**Exercise instructions:** Leave the pictures out and write out exactly the lines from the top of the entries through the line containing "background:var(--page); color:var(--text); height:100vh;".

**Data supplied:**
= = = = =

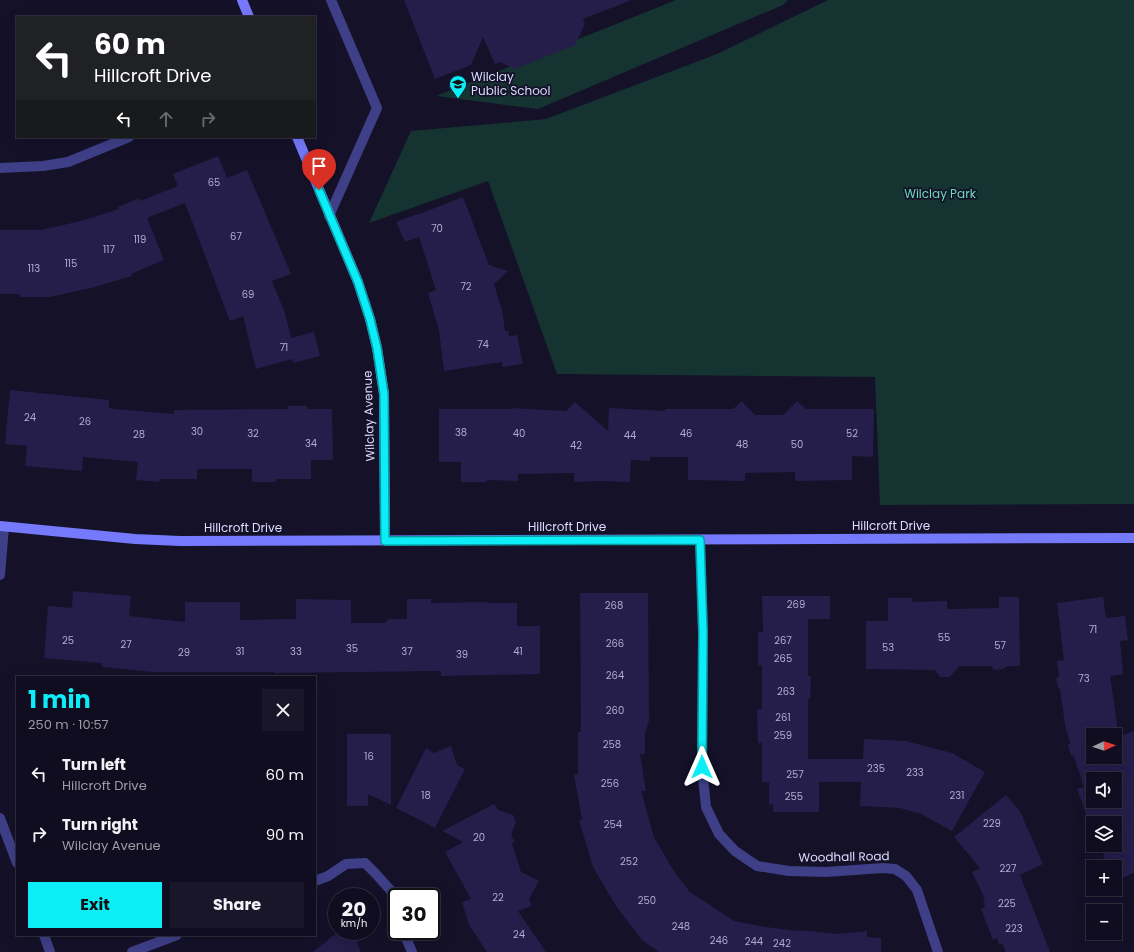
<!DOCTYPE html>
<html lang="en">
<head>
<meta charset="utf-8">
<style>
  :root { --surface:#0f0d1f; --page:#181628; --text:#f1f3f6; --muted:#9b9ca4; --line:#2f2d3d; --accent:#0dedf8 }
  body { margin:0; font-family:Poppins,sans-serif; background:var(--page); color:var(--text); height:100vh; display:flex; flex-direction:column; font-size:15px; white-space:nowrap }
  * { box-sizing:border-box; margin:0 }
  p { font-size:13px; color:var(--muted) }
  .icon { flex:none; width:22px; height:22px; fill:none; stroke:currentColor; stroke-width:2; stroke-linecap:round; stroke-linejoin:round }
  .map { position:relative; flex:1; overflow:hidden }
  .panel { position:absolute; left:16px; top:676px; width:300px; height:260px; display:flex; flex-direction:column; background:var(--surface); border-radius:0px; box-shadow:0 4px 16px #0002,0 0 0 1px var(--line) }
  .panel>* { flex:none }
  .banner { position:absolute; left:16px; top:16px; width:300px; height:122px; border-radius:0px; box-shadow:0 4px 16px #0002,0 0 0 1px var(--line); background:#202124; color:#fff; overflow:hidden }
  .needle { width:26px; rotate:87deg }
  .buttons { position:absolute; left:1086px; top:728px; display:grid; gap:8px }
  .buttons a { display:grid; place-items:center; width:36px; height:36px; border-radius:0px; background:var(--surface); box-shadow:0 4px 16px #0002,0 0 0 1px var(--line); font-size:20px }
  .speed { position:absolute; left:328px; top:888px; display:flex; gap:8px; font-size:20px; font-weight:700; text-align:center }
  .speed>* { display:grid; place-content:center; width:52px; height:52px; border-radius:50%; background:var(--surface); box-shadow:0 4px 16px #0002,0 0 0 1px var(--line); line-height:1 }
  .speed small { font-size:10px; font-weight:400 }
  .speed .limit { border:2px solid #111; border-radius:6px; background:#fff; color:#111 }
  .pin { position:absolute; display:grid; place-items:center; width:34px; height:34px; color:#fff; margin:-41px -17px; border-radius:50% 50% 50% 0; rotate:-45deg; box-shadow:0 0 4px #0007 }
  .pin .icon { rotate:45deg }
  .me { position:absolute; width:44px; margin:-22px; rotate:0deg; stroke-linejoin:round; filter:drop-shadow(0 0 3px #0008) }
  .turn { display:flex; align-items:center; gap:14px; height:84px; padding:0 12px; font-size:18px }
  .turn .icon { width:52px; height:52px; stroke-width:2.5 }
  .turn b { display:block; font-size:28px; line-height:34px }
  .lanes { display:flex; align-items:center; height:38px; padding:0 12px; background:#0003; justify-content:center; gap:20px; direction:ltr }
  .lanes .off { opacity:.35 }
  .round { display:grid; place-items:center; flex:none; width:42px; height:42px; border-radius:0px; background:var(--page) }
  .overview { display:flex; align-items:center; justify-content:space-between; height:68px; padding:0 12px }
  h1 { font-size:24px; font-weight:700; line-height:30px; color:var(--accent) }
  .action { display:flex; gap:8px; margin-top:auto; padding:8px 12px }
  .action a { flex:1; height:46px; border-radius:0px; background:var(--accent); color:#111; font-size:16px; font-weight:700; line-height:46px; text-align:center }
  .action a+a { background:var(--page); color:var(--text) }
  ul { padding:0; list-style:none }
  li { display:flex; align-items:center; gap:12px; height:60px; padding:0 12px }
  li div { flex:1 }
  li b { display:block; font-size:15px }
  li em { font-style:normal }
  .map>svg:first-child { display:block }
  .green { fill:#153331 }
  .building { fill:#251e4a; fill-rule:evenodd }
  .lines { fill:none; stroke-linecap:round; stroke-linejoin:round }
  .lane { stroke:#3e3f87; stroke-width:10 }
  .street { stroke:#3e3f87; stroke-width:10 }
  .secondary { stroke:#7579fb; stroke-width:10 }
  .route-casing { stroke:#089aa1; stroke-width:10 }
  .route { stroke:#0dedf8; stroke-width:7 }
  .labels { text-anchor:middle; stroke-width:3.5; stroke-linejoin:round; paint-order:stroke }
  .number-label { font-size:10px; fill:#afacd1 }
  .poi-label { font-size:12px; fill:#dddbfe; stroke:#141129; text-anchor:start }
  .park-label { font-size:12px; fill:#68ddba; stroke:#141129 }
  .street-label { font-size:12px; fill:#dddbfe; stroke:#141129 }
</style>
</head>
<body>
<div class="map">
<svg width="1134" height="952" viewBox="0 0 1134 952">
  <rect width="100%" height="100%" fill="#141129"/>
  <path class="green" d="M 676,0 L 788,0 L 783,5 L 538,109 L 436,96 Z
    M 828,0 L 1134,0 L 1134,504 L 880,505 L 875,377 L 557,374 L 488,181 L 369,223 L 411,131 L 546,119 L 717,54 Z"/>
  <path class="building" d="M 404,0 L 629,0 L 629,1 L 583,19 L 585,24 L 575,45 L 515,69 L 500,62 L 495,64 L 483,37 L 471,65 L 435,79 Z
    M 218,156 L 227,178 L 247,170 L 291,274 L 272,281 L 285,313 L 291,338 L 314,332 L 320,356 L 293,363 L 292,359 L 256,369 L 243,316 L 230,321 L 185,203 L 147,218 L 164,260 L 131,274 L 132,276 L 91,288 L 50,297 L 20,297 L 20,294 L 0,294 L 0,230 L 41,230 L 81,221 L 119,209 L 118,207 L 139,198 L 140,201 L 178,186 L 173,174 Z
    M 463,197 L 489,265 L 508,271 L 494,284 L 502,310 L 505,331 L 508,331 L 509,336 L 517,335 L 523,364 L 502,367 L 502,362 L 444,371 L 439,330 L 428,293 L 436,290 L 419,237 L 405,242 L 396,222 L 417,214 L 417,215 Z
    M 10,390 L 109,400 L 109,408 L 115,409 L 174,414 L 174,410 L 288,409 L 288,406 L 307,406 L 307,409 L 332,409 L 333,460 L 311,460 L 311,479 L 276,479 L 276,482 L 252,482 L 252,469 L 197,469 L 197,479 L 160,479 L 159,482 L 136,480 L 138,462 L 83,457 L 82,471 L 25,466 L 27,446 L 5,444 Z
    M 742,401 L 755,415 L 783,415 L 797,401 L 806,409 L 874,409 L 873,457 L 852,456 L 852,480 L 795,481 L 795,472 L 745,473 L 745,481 L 688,480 L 688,457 L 650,457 L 650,461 L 631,460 L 630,482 L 601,481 L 574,482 L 574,473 L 518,474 L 518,481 L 487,480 L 487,482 L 461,482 L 461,462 L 439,462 L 439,409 L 511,409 L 511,408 L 566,411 L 575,402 L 608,431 L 609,408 L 665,411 L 665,409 L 733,409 Z
    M 73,591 L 131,596 L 129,616 L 185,622 L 185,602 L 240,602 L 240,620 L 296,619 L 296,599 L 351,600 L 351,623 L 384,623 L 389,619 L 407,619 L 407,599 L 431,599 L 431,603 L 487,602 L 487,603 L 517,603 L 517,626 L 540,626 L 540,674 L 441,676 L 441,671 L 274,673 L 274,672 L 153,672 L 102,667 L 102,663 L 44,658 L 48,606 L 72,608 Z
    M 580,593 L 648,593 L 649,721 L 645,733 L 645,754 L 640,754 L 646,791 L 641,791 L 654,837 L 675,873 L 690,892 L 734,921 L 766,927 L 797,931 L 797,930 L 837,934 L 867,931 L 867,937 L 881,938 L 881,952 L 659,952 L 642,940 L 616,906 L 593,867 L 579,820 L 582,819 L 574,775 L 578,774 L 578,732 L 581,732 Z
    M 762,596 L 830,596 L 830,619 L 808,619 L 808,676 L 811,676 L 810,699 L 808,699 L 808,759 L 863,759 L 864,739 L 906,741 L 952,753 L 985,772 L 952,831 L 921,814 L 900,808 L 860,806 L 861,782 L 819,782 L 819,812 L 773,812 L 773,804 L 769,805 L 769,782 L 762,782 L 762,743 L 758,743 L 757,709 L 762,709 L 762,665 L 758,665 L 758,632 L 763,632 Z
    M 999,597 L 1019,597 L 1020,666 L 1007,666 L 1003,669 L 994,670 L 991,666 L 960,666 L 949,677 L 940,677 L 935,670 L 866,669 L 866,621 L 888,621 L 888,598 L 912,598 L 912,602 L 947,601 L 947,609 L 999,608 Z
    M 1103,597 L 1106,618 L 1125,616 L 1128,640 L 1120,641 L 1123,674 L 1110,676 L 1119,737 L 1134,731 L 1134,873 L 1115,881 L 1115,867 L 1110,867 L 1106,864 L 1103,856 L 1104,853 L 1101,845 L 1115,845 L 1115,823 L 1093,823 L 1093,829 L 1092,830 L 1077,789 L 1084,787 L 1074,757 L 1071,755 L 1068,746 L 1070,743 L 1065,725 L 1060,689 L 1058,687 L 1056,679 L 1059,676 L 1057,661 L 1064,660 L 1057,603 ZM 1093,735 L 1115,735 L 1115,757 L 1093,757 ZM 1093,779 L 1115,779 L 1115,801 L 1093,801 Z
    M 347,734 L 391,734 L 391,805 L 368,794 L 368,806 L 347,806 Z
    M 451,746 L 457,765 L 465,769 L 435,828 L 396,808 L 426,748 L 434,753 Z
    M 1006,795 L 1020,811 L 1043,864 L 1020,875 L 1050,952 L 1006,952 L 1002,943 L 999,945 L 997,938 L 993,940 L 981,909 L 985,907 L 983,900 L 985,899 L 972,872 L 980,868 L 954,837 Z
    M 494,804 L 498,810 L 513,815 L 516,822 L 511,835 L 515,842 L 512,844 L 521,872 L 539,881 L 529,899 L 532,906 L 518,911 L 546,952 L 487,952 L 469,925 L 462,902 L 471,899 L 445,852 L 463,842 L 442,831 Z
    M 339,931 L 353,931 L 361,952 L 313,952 Z"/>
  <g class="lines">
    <path class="lane" d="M 329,216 L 377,108 L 331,0"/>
    <path class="street" d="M 0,168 L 43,166 L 68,162 L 129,137
      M 700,540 L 703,632 L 702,767 L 706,807 L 719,834 L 735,851 L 757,866 L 789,871 L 826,872 L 883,868 L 895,869 L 906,876 L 917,890 L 938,952
      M 0,575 L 4,527
      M 0,818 L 17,863
      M 315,881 L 328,876 L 346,864 L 365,863 L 376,874 L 392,892 L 397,912
      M 403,931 L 412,952
      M 44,935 L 50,952
      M 132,952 L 177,935"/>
    <path class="secondary" d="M 242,0 L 249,17
      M 297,137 L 358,282 L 370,319 L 377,348 L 384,394 L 385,541
      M 0,526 L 135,539 L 180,541 L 1134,538"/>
  </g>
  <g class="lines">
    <g class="route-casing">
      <path id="route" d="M 319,190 L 358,282 L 370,319 L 377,348 L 384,394 L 385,541 L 700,540 L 703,632 L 702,767"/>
    </g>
    <use href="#route" class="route"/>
  </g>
  <defs>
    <g id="school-pin" transform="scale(0.9)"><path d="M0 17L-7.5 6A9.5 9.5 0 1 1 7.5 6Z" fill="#0dedf8" stroke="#141129"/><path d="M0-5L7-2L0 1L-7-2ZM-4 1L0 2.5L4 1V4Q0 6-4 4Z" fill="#111"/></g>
  </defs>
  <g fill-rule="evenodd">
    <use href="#school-pin" x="458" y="84"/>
  </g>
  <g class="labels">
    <g class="number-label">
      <text x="214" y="186">65</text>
      <text x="437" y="232">70</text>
      <text x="236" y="240">67</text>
      <text x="140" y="243">119</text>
      <text x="109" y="253">117</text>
      <text x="71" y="267">115</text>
      <text x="34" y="272">113</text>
      <text x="466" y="290">72</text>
      <text x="248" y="298">69</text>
      <text x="483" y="348">74</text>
      <text x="284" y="351">71</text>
      <text x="30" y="421">24</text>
      <text x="85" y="425">26</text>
      <text x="197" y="435">30</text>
      <text x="461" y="436">38</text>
      <text x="253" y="437">32</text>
      <text x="519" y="437">40</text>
      <text x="686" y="437">46</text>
      <text x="852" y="437">52</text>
      <text x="139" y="438">28</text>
      <text x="630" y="439">44</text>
      <text x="311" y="447">34</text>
      <text x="742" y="448">48</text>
      <text x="797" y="448">50</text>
      <text x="576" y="449">42</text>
      <text x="796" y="608">269</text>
      <text x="614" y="609">268</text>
      <text x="1093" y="633">71</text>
      <text x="944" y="641">55</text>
      <text x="68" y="644">25</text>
      <text x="783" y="644">267</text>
      <text x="615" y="647">266</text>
      <text x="126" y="648">27</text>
      <text x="1000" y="649">57</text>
      <text x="888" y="651">53</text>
      <text x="352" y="652">35</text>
      <text x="240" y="655">31</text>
      <text x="296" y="655">33</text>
      <text x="407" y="655">37</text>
      <text x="518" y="655">41</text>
      <text x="184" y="656">29</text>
      <text x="462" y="658">39</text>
      <text x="783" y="662">265</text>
      <text x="615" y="679">264</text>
      <text x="1084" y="682">73</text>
      <text x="786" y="695">263</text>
      <text x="615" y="714">260</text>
      <text x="783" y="721">261</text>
      <text x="783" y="739">259</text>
      <text x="612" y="748">258</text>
      <text x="369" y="760">16</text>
      <text x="876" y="772">235</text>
      <text x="915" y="776">233</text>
      <text x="795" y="778">257</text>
      <text x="610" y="787">256</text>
      <text x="426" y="799">18</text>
      <text x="957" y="799">231</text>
      <text x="794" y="800">255</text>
      <text x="992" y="827">229</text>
      <text x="613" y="828">254</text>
      <text x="479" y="841">20</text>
      <text x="629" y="865">252</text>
      <text x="1008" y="872">227</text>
      <text x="498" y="901">22</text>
      <text x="647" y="904">250</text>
      <text x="1007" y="907">225</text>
      <text x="681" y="930">248</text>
      <text x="1014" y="932">223</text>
      <text x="519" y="938">24</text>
      <text x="719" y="944">246</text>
      <text x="754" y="945">244</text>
      <text x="782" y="947">242</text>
    </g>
    <g class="poi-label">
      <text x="471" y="81">Wilclay<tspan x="471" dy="14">Public School</tspan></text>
    </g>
    <g class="park-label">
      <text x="940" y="198">Wilclay Park</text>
    </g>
    <g class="street-label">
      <text transform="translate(369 416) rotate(-92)" y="4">Wilclay Avenue</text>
      <text x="891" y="530">Hillcroft Drive</text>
      <text x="567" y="531">Hillcroft Drive</text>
      <text x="243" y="532">Hillcroft Drive</text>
      <text transform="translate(844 857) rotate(-1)" y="4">Woodhall Road</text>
    </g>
  </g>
</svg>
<div class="buttons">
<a><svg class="needle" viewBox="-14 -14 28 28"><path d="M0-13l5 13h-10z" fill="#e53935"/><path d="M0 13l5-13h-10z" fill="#9b9ca4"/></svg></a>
<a><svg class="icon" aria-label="sound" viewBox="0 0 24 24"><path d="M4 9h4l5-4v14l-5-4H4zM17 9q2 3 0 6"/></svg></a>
<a><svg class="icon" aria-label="layers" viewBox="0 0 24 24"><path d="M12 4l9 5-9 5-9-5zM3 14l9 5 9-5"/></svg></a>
<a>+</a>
<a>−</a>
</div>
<div class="speed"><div>20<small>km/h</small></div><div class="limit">30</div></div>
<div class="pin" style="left:319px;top:190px;background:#d93025"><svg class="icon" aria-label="arrive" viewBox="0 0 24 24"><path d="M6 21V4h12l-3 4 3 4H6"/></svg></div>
<svg class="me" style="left:702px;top:767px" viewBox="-20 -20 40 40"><path d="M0-17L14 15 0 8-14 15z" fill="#0dedf8" stroke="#fff" stroke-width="4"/></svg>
<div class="banner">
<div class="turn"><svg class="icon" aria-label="left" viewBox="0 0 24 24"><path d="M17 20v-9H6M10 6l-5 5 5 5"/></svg><div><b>60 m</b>Hillcroft Drive</div></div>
<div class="lanes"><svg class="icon" aria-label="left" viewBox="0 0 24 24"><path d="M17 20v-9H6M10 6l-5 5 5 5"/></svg><svg class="icon off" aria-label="ahead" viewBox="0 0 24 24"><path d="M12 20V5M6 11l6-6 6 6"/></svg><svg class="icon off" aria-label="right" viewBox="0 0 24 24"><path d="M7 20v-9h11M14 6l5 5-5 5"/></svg></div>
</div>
<section class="panel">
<div class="overview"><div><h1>1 min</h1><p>250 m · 10:57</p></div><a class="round"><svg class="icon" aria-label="close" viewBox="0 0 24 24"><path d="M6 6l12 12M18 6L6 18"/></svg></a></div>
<ul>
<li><svg class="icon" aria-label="left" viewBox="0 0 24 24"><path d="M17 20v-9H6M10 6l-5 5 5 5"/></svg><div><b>Turn left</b><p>Hillcroft Drive</p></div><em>60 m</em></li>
<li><svg class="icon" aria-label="right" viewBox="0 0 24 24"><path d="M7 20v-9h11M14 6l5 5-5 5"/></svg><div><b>Turn right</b><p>Wilclay Avenue</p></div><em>90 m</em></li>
</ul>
<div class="action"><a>Exit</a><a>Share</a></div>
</section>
</div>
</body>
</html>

= = = = =

**Answer section:**
<!DOCTYPE html>
<html lang="en">
<head>
<meta charset="utf-8">
<style>
  :root { --surface:#0f0d1f; --page:#181628; --text:#f1f3f6; --muted:#9b9ca4; --line:#2f2d3d; --accent:#0dedf8 }
  body { margin:0; font-family:Poppins,sans-serif; background:var(--page); color:var(--text); height:100vh; display:flex; flex-direction:column; font-size:15px; white-space:nowrap }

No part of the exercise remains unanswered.